— DATA FOR ANALYSIS —
# # # # #
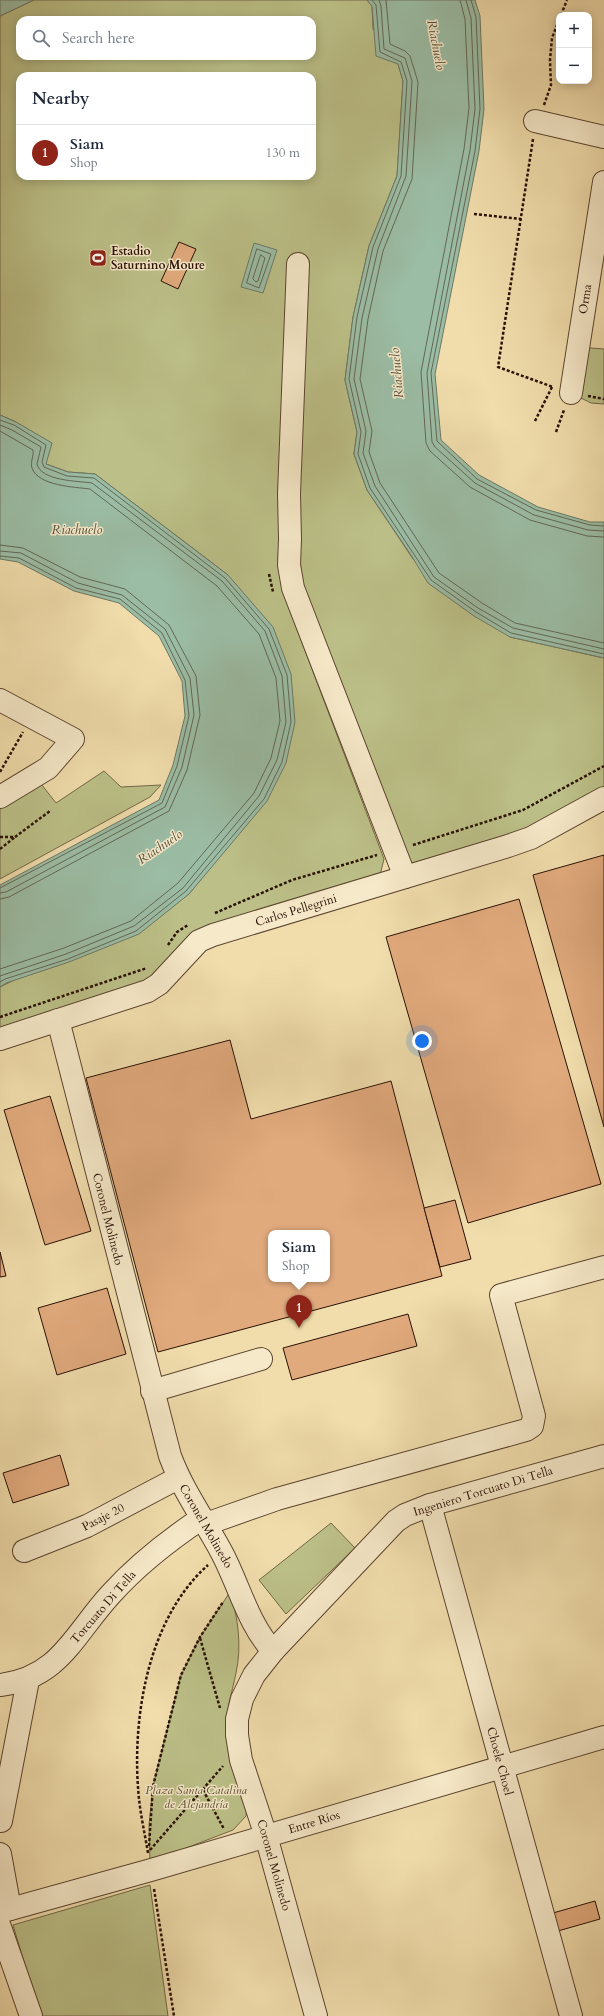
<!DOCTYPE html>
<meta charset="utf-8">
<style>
:root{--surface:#fff;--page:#f2f2f3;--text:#1f2937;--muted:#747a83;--line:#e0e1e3;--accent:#8f2418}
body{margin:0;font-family:Cardo,serif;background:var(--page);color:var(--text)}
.controls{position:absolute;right:12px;top:12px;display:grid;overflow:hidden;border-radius:8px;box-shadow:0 2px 10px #0003}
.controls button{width:36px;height:36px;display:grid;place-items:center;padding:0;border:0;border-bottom:1px solid var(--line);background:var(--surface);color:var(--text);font:20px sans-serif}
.you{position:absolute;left:422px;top:1041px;width:14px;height:14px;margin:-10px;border:3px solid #fff;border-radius:50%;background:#1a73e8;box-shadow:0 0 0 6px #1a73e833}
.badge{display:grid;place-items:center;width:26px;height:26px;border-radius:50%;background:var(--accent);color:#fff;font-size:13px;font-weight:700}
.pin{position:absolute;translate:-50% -33px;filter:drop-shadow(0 1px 2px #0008)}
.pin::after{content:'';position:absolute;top:21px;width:14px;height:12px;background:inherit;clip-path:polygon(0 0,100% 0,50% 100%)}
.popup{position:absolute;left:268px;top:1230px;width:62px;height:52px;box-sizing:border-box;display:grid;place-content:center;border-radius:8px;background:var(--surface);filter:drop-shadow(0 1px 3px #0005);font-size:13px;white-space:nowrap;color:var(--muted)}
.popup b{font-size:15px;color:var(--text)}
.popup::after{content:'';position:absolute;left:50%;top:100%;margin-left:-8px;border:8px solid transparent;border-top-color:var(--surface)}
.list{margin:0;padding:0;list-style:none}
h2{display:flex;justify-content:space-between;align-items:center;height:52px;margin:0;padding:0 16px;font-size:17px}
h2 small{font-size:13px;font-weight:400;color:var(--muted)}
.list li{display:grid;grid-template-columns:26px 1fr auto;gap:12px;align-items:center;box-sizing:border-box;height:56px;padding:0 16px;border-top:1px solid var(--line)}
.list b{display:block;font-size:15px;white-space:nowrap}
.list p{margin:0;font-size:13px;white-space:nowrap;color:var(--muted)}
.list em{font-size:13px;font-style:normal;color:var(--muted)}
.icon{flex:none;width:22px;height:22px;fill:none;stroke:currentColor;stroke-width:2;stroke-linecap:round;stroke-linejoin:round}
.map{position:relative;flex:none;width:604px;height:2016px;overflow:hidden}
.search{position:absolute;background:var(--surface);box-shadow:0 2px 10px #0003;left:16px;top:16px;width:300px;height:44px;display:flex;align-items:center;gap:10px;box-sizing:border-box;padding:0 14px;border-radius:12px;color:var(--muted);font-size:15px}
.panel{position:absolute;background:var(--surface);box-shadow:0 2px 10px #0003;left:16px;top:72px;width:300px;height:108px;border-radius:12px}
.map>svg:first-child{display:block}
.green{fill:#bcc088;stroke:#726846;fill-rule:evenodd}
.water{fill:#9bbda5;stroke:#6d7865}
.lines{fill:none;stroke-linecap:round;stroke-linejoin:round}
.shore{stroke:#626755;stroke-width:1}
.building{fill:#e1aa7d;stroke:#291105;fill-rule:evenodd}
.minor-casing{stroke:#5b442f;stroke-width:24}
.path{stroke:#291105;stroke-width:2.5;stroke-dasharray:3 2;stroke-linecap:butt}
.minor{stroke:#f6e9c9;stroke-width:22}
.labels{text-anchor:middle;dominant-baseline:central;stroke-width:3;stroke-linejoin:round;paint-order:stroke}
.poi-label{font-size:12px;font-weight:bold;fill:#291105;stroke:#f6e9c9;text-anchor:start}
.street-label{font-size:12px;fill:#291105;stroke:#f6e9c9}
.park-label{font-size:12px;font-style:italic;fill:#5c4e33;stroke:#f6e9c9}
.water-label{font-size:13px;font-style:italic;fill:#514d3d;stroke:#f6e9c9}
</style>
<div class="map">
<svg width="604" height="2016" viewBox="0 0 604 2016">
<rect width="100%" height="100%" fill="#f1ddac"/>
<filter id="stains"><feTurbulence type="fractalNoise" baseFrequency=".005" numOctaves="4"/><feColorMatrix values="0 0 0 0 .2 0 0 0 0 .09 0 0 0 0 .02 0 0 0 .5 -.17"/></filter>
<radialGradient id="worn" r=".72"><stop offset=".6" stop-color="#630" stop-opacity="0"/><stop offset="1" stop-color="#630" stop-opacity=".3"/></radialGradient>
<g class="green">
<path d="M34,0H367L372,6L373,29L398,64L403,81L397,176L369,246L353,317L345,380L357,432L354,454L367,490L413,559L510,637L604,658V789L523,832L417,867L403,855L287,603L384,859L379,879L230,923L155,980L0,1035V987L189,894L226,848L228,575L95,474L68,472L46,464L16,422L0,415V16ZM20,20H312V56H20ZM20,76H312V176H20Z"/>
<path d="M578,347L604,349V404L591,403L571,393Z"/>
<path d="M104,771L121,787L161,785L150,797L0,879V803L38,780L56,803Z"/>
<path d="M331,1523L355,1548L286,1614L259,1580Z"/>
<path d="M230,1592C238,1617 242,1646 236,1673C232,1694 224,1714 227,1736C229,1756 241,1786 247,1806L246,1816L233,1830L150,1862L149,1825L153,1786L181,1675L200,1637Z"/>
<path d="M150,1885L168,2016H40L13,1925Z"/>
</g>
<g class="water">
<path d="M0,0H34L0,16Z"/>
<path d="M367,0H475L480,16L484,109L479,151L435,374L441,440L479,475L538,507L590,522H604V658L510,637L474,616L428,583L411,555L367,490L354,454L357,432L345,380L353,317L369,246L397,176L403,81L398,64L376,56L372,6Z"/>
<path d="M254,243L277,250L263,293L241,287Z"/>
<path d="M0,415L16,422L52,443L46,464L68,472L95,474L228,575L273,627L291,674L295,722L286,763L267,801L189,894L139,934L69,962L6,983L0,987V885L159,800L173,765L185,716L182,681L159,636L119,603L74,591L18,562L0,559Z"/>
</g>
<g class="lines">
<g class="shore">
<path d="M372,0L376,5L380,52L401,62L407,81L401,176L373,247L357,317L349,379L361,432L358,454L370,488L431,580L476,612L511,633L604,654"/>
<path d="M379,0L381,6L384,49L405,58L412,81L406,176L378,249L362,318L354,379L366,431L363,453L375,486L434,577L478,608L513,628L604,649"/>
<path d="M386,0L390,44L405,51L410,56L418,82L412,179L383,251L368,319L360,379L372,431L369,452L380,483L439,573L482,603L515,623L604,643"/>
<path d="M460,0L465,19L469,108L464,149L421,372L426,443L430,451L470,487L530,520L587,536L604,537"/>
<path d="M466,0L471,18L475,109L470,150L427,373L432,442L435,447L475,483L534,515L588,530L604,531"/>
<path d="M471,0L476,17L480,109L475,151L431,373L437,441L477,479L536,510L590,525L604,526"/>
<path d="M257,249L271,254L259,288L247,283Z"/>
<path d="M261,255L265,258L258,281L256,282L253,279Z"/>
<path d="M0,420L14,425L46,445L42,462L44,467L67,476L94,478L225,578L269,629L287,675L291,722L282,762L264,799L186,891L136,931L68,959L5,979L0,982"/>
<path d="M0,425L12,430L41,447L37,464C41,481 78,481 92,483L222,581L265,631L282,676L286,722L277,760L259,796L183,888L134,926L66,954L0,976"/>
<path d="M0,431L33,450C34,456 30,462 32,468C38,486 75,487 90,489L217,586L259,634L276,678L280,721L271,758L254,793L178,883L131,921L64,948L0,969"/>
<path d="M0,545L23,548L80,577L125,589L169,625L196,676L200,715L187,770L169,811L9,897L0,899"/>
<path d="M0,551L21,553L78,583L122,595L165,629L190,678L194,715L182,767L165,807L6,892L0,893"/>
<path d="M0,556L19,558L76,588L120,599L162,633L185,680L189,716L177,766L162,803L0,888"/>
</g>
</g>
<g class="building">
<path d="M179,242L196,249L178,289L161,281Z"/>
<path d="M604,855V1127L533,875Z"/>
<path d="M519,899L601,1184L468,1223L386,937Z"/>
<path d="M230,1040L251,1119L391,1081L442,1276L158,1352L86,1078ZM271,1233H327V1279H271Z"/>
<path d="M50,1096L91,1231L45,1245L4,1110Z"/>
<path d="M455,1200L471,1259L440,1267L424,1208Z"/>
<path d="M0,1252L6,1276L0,1277Z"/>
<path d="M107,1288L126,1354L57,1375L38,1308Z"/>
<path d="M408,1314L417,1346L292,1380L283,1348Z"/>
<path d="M60,1455L69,1485L13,1503L3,1473Z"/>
<path d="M595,1901L600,1919L558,1931L553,1913Z"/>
</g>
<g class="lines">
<defs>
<g id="minor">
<path d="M535,121L604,137"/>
<path d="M298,264L289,494L290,539L289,565L293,588L405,877"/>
<path d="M571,393L604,182"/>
<path d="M0,700L73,739L48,768L0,797"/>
<path d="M58,1020L170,1456C183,1491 205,1521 222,1553C239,1585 248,1624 273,1651"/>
<path d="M0,1039L148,991L159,984L199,941L213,935L508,846L531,838L604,798"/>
<path d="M152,1391L261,1359"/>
<path d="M430,1505L571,2016"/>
<path d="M206,1524L277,1499L526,1430L532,1426L534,1416L501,1295L604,1267"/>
<path d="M24,1551L87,1526L178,1478"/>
<path d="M0,1685C60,1678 74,1634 111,1594C138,1564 169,1540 202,1518"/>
<path d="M1,1821L28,1680"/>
<path d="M0,1854L10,1909"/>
<path d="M0,1912L151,1870L604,1737"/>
<path d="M0,1927L31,2016"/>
<path d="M316,2016L266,1836L241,1760L237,1735V1719L242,1699L254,1675L273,1651L396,1521L405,1515L430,1505L604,1456"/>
</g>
</defs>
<use href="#minor" class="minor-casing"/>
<g class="path">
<path d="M561,15L567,0"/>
<path d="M544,105L551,85L550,60L552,38L559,20"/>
<path d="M533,139L498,367L553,387"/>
<path d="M474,214L521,219"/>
<path d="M588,396L604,399"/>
<path d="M535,421L552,387"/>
<path d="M556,432L564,410"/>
<path d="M269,574L273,592"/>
<path d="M0,772L23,732"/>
<path d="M0,837H15L50,811"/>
<path d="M413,845L523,810L604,766"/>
<path d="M0,849L15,837"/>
<path d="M215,913L292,880L377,855"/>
<path d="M168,945L177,932L188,925"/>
<path d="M0,1017L147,968"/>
<path d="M200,1638L220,1708"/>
<path d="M203,1790L224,1829"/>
<path d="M149,1846L153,1786L181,1675L200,1637L223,1602"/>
<path d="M150,1850L223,1766"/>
<path d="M148,1853C145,1835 141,1817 139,1799C131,1721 147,1619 208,1565"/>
<path d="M154,1889L174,2016"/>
</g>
<use href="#minor" class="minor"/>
</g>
<defs>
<symbol id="stadium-square" viewBox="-11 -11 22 22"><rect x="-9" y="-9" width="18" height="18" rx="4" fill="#8f2418" stroke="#f6e9c9"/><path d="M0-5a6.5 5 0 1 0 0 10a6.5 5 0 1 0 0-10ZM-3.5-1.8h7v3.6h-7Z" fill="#fff"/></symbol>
</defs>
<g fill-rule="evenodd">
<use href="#stadium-square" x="88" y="248" width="20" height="20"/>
</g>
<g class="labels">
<g class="poi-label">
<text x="111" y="251">Estadio<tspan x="111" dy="14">Saturnino Moure</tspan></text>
</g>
<g class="street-label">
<text transform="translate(585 299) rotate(-81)">Orma</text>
<text transform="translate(296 910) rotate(-17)">Carlos Pellegrini</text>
<text transform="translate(108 1219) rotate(76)">Coronel Molinedo</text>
<text transform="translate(483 1491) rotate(-17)">Ingeniero Torcuato Di Tella</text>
<text transform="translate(103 1517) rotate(-27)">Pasaje 20</text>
<text transform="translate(206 1526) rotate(60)">Coronel Molinedo</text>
<text transform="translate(103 1607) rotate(-49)">Torcuato Di Tella</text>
<text transform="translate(500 1761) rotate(75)">Choele Choel</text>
<text transform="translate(314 1822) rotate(-17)">Entre Ríos</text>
<text transform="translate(274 1865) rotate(74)">Coronel Molinedo</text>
</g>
<g class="park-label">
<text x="196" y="1790">Plaza Santa Catalina<tspan x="196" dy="14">de Alejandría</tspan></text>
</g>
<g class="water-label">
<text transform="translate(436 45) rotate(79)">Riachuelo</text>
<text transform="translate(397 373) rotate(-95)">Riachuelo</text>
<text x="77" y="530">Riachuelo</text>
<text transform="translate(160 847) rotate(-34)">Riachuelo</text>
</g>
</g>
<rect width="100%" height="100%" filter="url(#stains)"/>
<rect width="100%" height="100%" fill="url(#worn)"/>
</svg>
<div class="controls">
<button>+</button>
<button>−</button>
</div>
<div class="you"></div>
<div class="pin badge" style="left:299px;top:1328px">1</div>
<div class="popup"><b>Siam</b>Shop</div>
<div class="search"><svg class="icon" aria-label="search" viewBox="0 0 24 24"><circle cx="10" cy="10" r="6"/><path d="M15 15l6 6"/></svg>Search here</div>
<section class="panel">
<h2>Nearby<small></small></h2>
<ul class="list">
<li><span class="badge">1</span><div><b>Siam</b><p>Shop</p></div><em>130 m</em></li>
</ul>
</section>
</div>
# # # # #
Across all the entries, count the lines that contain "white", and state nothing but the total.

3